In the event that notice is provided under both subparagraphs
(A) and (B), the 12-month period referred to in such subparagraphs
shall run from the earlier of publication or service of
notice.
(3) Existing derivative works. —
(A) In the case of a derivative work that is based upon
a restored work and is created —
(i) before the date of the enactment of the Uruguay Round
Agreements Act, if the source country of the restored
work is an eligible country on such date, or
(ii) before the date on which the source country of the
restored work becomes an eligible country, if that country
is not an eligible country on such date of enactment,
a reliance party may continue to exploit that derivative
work for the duration of the restored copyright if the
reliance party pays to the owner of the restored copyright
reasonable compensation for conduct which would be subject
to a remedy for infringement but for the provisions of
this paragraph.
(B) In the absence of an agreement between the parties,
the amount of such compensation shall be determined by
an action in United States district court, and shall reflect
any harm to the actual or potential market for or value
of the restored work from the reliance party's continued
exploitation of the work, as well as compensation for
the relative contributions of expression of the author
of the restored work and the reliance party to the derivative
work.
(4) Commencement of infringement for reliance parties. — For
purposes of section 412,
in the case of reliance parties, infringement shall be
deemed to have commenced before registration when acts
which would have constituted infringement had the restored
work been subject to copyright were commenced before the
date of restoration.
(e) Notices of Intent to Enforce a Restored Copyright. —
(1) Notices of intent filed with the copyright
office. —
(A)(i) A notice of intent filed with the Copyright Office
to enforce a restored copyright shall be signed by the
owner of the restored copyright or the owner of an exclusive
right therein, who files the notice under subsection (d)(2)(A)(i)

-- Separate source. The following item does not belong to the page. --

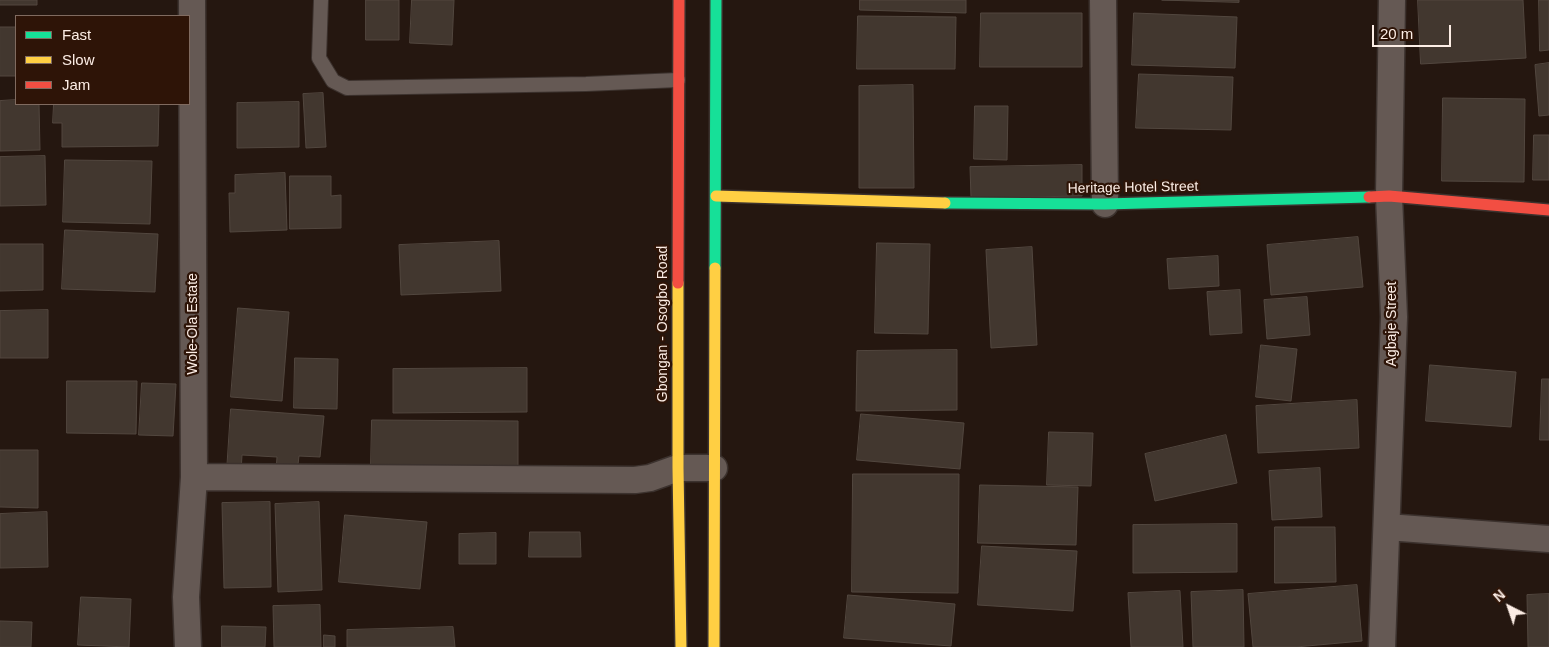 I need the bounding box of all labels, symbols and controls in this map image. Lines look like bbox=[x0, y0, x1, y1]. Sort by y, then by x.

(hereafter in this paragraph referred to as the “owner”),
or by the owner's agent, shall identify the title of the
restored work, and shall include an English translation
of the title and any other alternative titles known to
the owner by which the restored work may be identified,
and an address and telephone number at which the owner
may be contacted. If the notice is signed by an agent,
the agency relationship must have been constituted in
a writing signed by the owner before the filing of the
notice. The Copyright Office may specifically require
in regulations other information to be included in the
notice, but failure to provide such other information
shall not invalidate the notice or be a basis for refusal
to list the restored work in the Federal Register.
(ii)If a work in which copyright is restored has no formal
title, it shall be described in the notice of intent in
detail sufficient to identify it.
(iii) Minor errors or omissions may be corrected by further
notice at any time after the notice of intent is filed.
Notices of corrections for such minor errors or omissions
shall be accepted after the period established in subsection
(d)(2)(A)(i). Notices shall be published in the Federal
Register pursuant to subparagraph (B).
(B)(i) The Register of Copyrights shall publish in the
Federal Register, commencing not later than 4 months after
the date of restoration for a particular nation and every
4 months thereafter for a period of 2 years, lists identifying
restored works and the ownership thereof if a notice of
intent to enforce a restored copyright has been filed.
(ii) Not less than 1 list containing all notices of intent
to enforce shall be maintained in the Public Information
Office of the Copyright Office and shall be available
for public inspection and copying during regular business
hours pursuant to sections
705 and 708.
(C) The Register of Copyrights is authorized to fix reasonable
fees based on the costs of receipt, processing, recording,
and publication of notices of intent to enforce a restored
copyright and corrections thereto.
(D)(i) Not later than 90 days before the date the Agreement
on Trade-Related Aspects of Intellectual Property referred
to in section 101(d)(15) of the Uruguay Round Agreements
Act enters into force with respect to the United States,
the Copyright Office shall issue and publish in the Federal
Register regulations governing the filing under this subsection
of notices of intent to enforce a restored copyright.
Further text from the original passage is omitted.